Una delle commemorazioni delle vittime a Soverato[Missing Credit]

Ricordare Le Giare non è solo commemorare: è agire. E un'opportunità concreta arriva proprio quest'anno. Ad ottobre, l'Università della Calabria ospiterà un seminario dal titolo “Ecologie della visione. La catastrofe tra cinema, media e cultura visuale”. Si tratta di un Convegno collegato al PRIN 2022 PNRR, “Catastrophes of Southern Italy. Photogénie and remediation of natural disasters”, organizzato da Angela Maiello, docente di Media e Società Digitale nel Dipartimento DISPeS. Nelle aule di Arcavacata, il 21 e il 22 ottobre, esperti e studiosi dibatteranno di alluvioni e disastri in Calabria, intrecciando storia, media e politiche di prevenzione. Mentre una Mostra dal titolo: "Raccontare Tracciare Rimediare. Le immagini della catastrofe in Calabria", sarà inaugurata il 25 settembre e sarà visitabile fino al 24 ottobre presso le Biblioteche di Ateneo.
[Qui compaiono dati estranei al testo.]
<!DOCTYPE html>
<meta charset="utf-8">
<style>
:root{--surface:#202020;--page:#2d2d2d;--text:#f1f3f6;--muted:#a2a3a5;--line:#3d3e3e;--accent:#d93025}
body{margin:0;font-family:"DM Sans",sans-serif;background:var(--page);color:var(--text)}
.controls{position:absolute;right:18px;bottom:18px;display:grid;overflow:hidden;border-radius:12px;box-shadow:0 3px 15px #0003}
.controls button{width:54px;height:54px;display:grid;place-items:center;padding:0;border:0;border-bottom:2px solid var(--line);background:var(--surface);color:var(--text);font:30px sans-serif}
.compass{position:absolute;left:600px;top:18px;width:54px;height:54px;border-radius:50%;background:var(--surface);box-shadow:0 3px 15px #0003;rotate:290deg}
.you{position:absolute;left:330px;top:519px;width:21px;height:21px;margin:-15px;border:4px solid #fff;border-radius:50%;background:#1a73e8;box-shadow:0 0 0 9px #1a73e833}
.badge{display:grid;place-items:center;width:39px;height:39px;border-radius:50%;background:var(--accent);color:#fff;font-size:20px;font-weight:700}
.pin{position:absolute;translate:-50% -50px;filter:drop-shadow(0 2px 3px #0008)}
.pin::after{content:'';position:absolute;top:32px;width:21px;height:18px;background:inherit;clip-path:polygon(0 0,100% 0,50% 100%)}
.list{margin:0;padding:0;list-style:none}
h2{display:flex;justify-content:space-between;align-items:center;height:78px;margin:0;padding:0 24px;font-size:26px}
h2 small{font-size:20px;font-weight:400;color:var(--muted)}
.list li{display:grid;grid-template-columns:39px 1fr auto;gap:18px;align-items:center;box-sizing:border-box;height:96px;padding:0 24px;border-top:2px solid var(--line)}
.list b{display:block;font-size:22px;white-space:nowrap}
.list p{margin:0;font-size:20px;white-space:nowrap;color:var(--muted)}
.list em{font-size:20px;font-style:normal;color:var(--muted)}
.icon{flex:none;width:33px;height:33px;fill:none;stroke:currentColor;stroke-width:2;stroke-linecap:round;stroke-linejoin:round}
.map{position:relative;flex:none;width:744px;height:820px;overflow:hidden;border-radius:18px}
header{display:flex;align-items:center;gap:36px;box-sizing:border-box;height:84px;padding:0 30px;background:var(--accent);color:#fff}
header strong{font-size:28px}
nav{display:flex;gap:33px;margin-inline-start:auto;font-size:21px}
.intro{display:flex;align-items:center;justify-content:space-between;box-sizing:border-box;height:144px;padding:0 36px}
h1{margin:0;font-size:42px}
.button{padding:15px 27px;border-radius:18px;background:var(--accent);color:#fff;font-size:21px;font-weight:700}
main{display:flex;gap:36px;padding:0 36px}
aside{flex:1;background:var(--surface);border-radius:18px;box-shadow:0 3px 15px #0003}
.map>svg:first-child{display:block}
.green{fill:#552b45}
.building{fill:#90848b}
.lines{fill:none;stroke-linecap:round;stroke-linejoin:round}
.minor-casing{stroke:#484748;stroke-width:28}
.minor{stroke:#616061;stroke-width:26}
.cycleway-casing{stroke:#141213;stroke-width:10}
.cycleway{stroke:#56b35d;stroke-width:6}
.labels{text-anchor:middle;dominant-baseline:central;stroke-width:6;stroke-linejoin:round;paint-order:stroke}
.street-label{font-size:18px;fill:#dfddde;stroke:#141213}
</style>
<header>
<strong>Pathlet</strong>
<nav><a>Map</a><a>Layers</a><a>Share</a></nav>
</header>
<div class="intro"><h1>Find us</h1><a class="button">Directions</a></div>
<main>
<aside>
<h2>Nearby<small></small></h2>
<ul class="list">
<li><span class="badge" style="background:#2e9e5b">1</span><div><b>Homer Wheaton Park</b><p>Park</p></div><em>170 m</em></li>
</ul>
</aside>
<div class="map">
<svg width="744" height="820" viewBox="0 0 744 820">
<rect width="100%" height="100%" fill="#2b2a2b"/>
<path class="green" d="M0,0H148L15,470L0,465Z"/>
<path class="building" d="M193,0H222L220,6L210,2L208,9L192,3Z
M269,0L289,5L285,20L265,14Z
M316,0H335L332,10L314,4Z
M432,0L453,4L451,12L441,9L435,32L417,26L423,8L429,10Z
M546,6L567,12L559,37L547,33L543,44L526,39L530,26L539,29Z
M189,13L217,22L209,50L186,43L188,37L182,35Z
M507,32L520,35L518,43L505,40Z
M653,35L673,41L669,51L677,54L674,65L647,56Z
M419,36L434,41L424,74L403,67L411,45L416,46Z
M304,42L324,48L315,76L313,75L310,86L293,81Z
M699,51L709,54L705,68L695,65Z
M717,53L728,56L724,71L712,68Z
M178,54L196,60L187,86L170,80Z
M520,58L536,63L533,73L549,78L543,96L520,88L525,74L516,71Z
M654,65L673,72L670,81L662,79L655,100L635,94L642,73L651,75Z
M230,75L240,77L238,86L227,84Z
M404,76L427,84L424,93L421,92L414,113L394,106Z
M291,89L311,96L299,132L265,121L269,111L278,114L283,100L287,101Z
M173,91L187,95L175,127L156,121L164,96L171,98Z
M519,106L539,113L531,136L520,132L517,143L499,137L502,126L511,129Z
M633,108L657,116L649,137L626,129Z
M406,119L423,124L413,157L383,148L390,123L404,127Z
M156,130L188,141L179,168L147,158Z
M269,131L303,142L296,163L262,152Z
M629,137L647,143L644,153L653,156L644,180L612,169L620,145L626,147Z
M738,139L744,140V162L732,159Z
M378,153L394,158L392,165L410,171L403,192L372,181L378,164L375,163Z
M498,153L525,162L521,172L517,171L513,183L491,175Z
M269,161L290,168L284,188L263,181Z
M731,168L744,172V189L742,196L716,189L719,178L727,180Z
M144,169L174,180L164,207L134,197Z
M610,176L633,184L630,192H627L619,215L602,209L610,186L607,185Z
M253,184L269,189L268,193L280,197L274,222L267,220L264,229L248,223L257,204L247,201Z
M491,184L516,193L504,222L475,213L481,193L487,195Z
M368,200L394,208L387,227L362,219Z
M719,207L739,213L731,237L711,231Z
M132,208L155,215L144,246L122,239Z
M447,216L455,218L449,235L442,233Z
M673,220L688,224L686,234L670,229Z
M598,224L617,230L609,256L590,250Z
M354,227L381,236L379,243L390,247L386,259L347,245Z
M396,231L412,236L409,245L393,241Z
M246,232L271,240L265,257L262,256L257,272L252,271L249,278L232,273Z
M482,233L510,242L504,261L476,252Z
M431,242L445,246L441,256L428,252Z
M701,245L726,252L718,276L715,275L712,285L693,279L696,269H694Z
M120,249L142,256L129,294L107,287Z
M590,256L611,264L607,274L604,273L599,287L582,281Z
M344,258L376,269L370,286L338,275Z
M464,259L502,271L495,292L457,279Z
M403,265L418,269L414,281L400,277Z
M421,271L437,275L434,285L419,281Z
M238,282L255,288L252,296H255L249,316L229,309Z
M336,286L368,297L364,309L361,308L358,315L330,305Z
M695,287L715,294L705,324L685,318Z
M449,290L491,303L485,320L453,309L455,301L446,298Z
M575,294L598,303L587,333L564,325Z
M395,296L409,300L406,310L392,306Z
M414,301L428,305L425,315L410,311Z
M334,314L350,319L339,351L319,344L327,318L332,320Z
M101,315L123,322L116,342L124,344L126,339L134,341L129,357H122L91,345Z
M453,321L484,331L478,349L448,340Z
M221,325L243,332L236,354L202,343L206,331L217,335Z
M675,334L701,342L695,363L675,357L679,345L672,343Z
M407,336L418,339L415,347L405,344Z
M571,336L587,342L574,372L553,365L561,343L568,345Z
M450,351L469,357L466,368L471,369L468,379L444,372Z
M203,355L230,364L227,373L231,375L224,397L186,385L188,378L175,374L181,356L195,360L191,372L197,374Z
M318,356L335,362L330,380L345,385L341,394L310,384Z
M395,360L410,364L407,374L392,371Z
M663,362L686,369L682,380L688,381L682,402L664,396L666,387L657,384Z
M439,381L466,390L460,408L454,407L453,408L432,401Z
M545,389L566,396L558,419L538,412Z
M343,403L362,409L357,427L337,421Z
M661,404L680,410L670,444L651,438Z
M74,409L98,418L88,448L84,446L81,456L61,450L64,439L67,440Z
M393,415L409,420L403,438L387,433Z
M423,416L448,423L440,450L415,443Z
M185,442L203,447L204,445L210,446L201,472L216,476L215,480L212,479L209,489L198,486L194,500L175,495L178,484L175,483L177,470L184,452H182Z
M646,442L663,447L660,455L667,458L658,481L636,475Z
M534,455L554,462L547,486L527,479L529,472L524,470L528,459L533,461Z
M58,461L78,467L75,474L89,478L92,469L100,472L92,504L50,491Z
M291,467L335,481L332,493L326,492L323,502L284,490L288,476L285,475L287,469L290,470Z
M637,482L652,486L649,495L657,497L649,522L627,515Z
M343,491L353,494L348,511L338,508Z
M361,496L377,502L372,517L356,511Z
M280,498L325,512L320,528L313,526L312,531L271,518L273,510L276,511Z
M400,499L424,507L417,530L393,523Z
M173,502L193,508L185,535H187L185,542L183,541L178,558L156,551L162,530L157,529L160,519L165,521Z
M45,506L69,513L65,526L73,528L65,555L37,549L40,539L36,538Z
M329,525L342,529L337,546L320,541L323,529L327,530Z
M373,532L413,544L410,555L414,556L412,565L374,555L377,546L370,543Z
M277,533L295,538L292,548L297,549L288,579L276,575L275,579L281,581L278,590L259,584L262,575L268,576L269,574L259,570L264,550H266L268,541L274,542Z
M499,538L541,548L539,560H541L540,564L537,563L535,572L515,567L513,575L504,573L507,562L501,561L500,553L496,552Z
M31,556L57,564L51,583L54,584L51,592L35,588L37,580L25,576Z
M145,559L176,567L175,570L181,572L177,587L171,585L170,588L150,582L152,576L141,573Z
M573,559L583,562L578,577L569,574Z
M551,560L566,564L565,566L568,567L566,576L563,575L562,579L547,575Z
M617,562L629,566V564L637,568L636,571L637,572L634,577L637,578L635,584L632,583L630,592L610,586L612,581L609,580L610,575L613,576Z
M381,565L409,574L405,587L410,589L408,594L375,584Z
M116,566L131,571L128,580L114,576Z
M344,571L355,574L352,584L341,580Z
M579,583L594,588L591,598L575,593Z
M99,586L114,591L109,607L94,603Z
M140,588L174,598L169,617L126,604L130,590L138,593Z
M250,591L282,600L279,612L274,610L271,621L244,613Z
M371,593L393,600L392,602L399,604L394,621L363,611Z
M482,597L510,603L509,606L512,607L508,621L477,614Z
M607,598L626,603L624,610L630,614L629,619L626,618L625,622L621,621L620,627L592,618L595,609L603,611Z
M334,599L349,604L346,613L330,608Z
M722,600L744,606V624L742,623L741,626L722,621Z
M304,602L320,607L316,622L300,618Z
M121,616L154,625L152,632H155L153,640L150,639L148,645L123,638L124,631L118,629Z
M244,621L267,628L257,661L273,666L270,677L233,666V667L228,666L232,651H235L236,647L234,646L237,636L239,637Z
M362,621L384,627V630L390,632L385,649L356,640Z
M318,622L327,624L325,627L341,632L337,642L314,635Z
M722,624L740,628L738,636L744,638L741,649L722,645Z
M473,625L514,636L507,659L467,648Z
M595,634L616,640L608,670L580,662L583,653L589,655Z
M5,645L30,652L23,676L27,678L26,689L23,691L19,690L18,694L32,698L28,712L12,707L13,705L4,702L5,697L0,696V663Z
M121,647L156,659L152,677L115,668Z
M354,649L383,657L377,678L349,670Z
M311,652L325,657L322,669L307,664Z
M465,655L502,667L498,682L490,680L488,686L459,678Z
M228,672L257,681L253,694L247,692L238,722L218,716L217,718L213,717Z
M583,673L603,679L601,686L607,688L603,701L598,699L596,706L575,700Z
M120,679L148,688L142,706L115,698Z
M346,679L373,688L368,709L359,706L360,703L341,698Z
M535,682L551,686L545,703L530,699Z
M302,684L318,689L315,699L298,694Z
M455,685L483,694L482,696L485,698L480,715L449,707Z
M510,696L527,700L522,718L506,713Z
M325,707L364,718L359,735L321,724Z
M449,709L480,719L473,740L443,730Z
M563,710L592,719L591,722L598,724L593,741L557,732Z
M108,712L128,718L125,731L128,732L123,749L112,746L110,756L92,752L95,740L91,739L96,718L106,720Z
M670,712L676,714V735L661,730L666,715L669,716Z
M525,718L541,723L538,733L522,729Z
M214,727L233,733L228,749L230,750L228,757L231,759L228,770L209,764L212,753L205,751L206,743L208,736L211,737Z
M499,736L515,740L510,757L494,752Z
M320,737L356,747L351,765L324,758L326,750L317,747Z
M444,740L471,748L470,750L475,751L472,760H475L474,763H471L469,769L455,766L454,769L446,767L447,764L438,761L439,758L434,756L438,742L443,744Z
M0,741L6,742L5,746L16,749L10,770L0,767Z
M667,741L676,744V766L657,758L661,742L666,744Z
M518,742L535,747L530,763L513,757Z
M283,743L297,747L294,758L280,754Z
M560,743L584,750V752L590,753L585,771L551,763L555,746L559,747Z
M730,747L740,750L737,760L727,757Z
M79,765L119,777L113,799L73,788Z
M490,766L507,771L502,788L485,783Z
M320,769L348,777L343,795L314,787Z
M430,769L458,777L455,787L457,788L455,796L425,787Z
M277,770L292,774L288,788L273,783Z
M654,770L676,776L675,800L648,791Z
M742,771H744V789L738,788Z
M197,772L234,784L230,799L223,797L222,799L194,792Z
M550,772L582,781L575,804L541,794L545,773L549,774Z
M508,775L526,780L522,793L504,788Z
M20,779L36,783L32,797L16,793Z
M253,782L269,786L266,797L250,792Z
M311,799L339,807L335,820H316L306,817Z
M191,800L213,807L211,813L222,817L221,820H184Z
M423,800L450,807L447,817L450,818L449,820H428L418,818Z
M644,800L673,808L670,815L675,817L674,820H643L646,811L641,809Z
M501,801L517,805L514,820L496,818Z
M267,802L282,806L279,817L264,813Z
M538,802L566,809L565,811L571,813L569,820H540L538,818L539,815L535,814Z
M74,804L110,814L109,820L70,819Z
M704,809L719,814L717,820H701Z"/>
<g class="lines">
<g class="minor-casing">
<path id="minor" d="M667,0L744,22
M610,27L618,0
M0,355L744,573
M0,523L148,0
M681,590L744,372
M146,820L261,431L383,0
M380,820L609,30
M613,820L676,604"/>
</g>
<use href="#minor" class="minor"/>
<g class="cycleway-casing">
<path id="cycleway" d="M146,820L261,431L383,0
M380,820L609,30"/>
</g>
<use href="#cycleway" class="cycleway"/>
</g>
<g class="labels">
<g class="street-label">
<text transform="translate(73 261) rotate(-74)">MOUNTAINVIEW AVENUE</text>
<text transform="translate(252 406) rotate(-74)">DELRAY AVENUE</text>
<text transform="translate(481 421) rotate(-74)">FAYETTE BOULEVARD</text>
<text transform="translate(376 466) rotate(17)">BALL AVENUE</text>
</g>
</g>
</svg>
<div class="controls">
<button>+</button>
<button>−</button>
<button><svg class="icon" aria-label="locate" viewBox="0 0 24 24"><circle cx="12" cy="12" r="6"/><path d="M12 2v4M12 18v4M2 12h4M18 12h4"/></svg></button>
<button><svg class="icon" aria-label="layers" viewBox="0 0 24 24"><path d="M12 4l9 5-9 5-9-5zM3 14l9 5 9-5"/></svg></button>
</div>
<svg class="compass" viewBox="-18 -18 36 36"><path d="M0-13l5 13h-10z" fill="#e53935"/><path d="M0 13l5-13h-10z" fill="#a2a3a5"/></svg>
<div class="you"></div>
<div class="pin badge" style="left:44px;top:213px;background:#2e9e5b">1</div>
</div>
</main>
È un invito a non lasciare che il fango si asciughi sul passato: discutiamo, proponiamo, cambiamo rotta. Perché la Calabria non merita più vittime per le alluvioni, ma sentieri sicuri e un futuro senza rimpianti.

Venticinque anni dopo, le giare rotte del Beltrame ci sussurrano: non dimenticate. E noi, con passione e lucidità, giuriamo di non farlo. Per Ida, Serafina, per tutti loro. Per Vinicio, che forse guarda dal fondo del mare, aspettando che impariamo la lezione.